My thoughts on "An Exploration of Statistical Models for Automated Test Case Generation" (Sant, Souter, Greenwald)
- This paper explores the automatic creation of test suites from logged user sessions. They use two models to generate the test cases—a control model, which regulated the URLs in the test case, and a data model, which entered values for each parameter required in every given URL. Both the control model and the data model were statistical Markov models built based on the user data.
- The paper also introduces the term important parameter. For them, an important parameter is one whose value, at one point in the user sessions, stayed constant over two consecutive requests.

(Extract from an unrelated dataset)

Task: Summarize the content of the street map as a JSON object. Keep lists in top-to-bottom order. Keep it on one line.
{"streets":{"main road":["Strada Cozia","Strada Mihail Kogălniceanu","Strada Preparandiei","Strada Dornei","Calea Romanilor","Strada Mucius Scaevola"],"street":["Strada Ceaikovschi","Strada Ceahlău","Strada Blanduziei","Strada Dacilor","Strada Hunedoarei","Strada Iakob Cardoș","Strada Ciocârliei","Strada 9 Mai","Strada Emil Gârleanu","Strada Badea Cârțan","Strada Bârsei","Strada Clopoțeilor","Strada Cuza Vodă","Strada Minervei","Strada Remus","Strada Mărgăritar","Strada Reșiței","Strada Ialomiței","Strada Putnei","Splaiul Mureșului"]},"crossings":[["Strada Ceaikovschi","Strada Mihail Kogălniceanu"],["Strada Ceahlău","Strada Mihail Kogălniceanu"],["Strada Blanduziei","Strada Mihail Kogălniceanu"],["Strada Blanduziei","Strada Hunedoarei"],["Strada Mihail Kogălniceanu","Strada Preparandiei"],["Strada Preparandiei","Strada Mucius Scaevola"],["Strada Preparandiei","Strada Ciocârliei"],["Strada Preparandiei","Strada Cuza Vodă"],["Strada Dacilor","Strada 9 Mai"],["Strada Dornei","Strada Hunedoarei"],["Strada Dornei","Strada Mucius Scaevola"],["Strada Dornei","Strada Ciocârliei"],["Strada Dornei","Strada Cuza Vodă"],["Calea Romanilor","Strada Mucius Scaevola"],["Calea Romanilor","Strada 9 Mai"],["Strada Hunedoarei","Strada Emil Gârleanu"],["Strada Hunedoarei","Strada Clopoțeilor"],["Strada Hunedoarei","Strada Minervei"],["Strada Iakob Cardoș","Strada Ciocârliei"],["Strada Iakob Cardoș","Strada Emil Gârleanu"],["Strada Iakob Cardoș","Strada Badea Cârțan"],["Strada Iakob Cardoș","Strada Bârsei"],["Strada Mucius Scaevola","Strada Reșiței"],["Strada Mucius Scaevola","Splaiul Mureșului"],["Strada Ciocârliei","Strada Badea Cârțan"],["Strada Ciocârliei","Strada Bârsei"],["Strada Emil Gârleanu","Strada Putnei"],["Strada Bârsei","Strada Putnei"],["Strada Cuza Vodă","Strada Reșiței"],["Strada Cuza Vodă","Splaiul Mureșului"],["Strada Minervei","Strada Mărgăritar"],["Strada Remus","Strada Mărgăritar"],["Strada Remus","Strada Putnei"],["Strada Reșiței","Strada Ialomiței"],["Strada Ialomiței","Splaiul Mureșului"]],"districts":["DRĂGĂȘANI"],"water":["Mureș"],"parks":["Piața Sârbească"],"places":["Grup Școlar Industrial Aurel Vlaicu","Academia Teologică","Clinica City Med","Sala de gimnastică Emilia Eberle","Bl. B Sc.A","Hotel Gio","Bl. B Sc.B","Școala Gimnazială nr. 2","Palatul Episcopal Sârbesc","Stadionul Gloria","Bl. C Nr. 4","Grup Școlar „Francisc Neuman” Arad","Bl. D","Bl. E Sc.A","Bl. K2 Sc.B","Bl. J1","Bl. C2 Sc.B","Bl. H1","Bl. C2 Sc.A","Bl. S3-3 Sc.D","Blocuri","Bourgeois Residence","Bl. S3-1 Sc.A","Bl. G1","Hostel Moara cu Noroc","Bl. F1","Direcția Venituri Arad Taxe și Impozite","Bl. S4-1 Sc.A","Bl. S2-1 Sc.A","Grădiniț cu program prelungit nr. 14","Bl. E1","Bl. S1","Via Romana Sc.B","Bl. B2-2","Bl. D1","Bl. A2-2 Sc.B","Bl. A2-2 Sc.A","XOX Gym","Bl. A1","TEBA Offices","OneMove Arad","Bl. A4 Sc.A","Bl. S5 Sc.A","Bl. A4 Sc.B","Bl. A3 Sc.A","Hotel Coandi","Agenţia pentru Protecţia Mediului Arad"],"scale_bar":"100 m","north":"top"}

- The authors test varieties of two data models, Simple, which “captures only the probability that a set of values…is present on the given page” (unigram), and Advanced, which considers both the previous page (bigram) and, if there are any important parameters, it automatically takes on those values. Ultimately, they use uni-, bi-, and tri-gram models of simple and advanced to create test suites and found, surprisingly, that the unigram model quickly achieved the highest percent of statement coverage.
- They recognize that a major limitation of their study is that it only included one application, an online bookstore. However, they do not acknowledge that their measure of success is faulty as well—they rank successful test suites based on the number of book purchases in those suites. The paper states that “a valid user session is one that exercises an application in a meaningful way,” but it does not acknowledge that there are many uses for an online book store that do not include purchasing books—for example, browsing, checking on certain information about a book (author, publishing date, etc.), comparing prices (with other bookstores). It is admittedly much harder to tell what information a user was looking for if she does not buy the book, but it should be noted that a user session that does not contain a book purchase is only unsuccessful for the bookstore, not the web developer. This measure of success also cannot easily extend to other applications, which presents a huge limitation as well. However, the authors redeem themselves by using the percent of statements covered as another comparison measure.
- The paper compares the rate of book purchase per user session from the real user sessions (1.5) to the rates produced in the test suites (which all fell between .4 and .8). This is a more valid comparison. However, it is not necessarily best to have the goal of generating the most realistic test suites—they should contain both the most and least likely user sessions. In fact, this seems to be an open question: it is easier to determine what the least and most likely sequences of requests are, but what should the test suites actually contain? As shown by the results, the unigram (random, essentially) quickly covered more statements than the other models (though statement coverage for all of them converged after about 40 sessions). They note that this is because the bi- and tri-gram models are, in a sense, too predictable.
- The authors write, “Our original motivation…was to be able to generate user sessions that combined subsequences from different original user sessions to create sequences that had not been seen previously. These novel user sessions would exercise parts of an application not exercised on the original test suite.” Despite this and a question in the introduction, however, the paper does not explore the idea that the unigram model does so well because it is random—but why is random good? One possible answer is because it finds unusual/unlikely user actions; another is that it simply has a better chance of generating more diverse sessions than bi- and trigram models mimicking the user sessions.
- An unrelated limitation is their narrow view of important parameters. A parameter is important if its value stays constant over two consecutive requests. The idea of important parameters is very helpful, but it is important to note that if by chance a parameter’s value stays constant just once, it will be constant in all the test suites. This should not happen. One simple way to address it would be to assign each parameter a probability which measures how likely the value is to stay constant.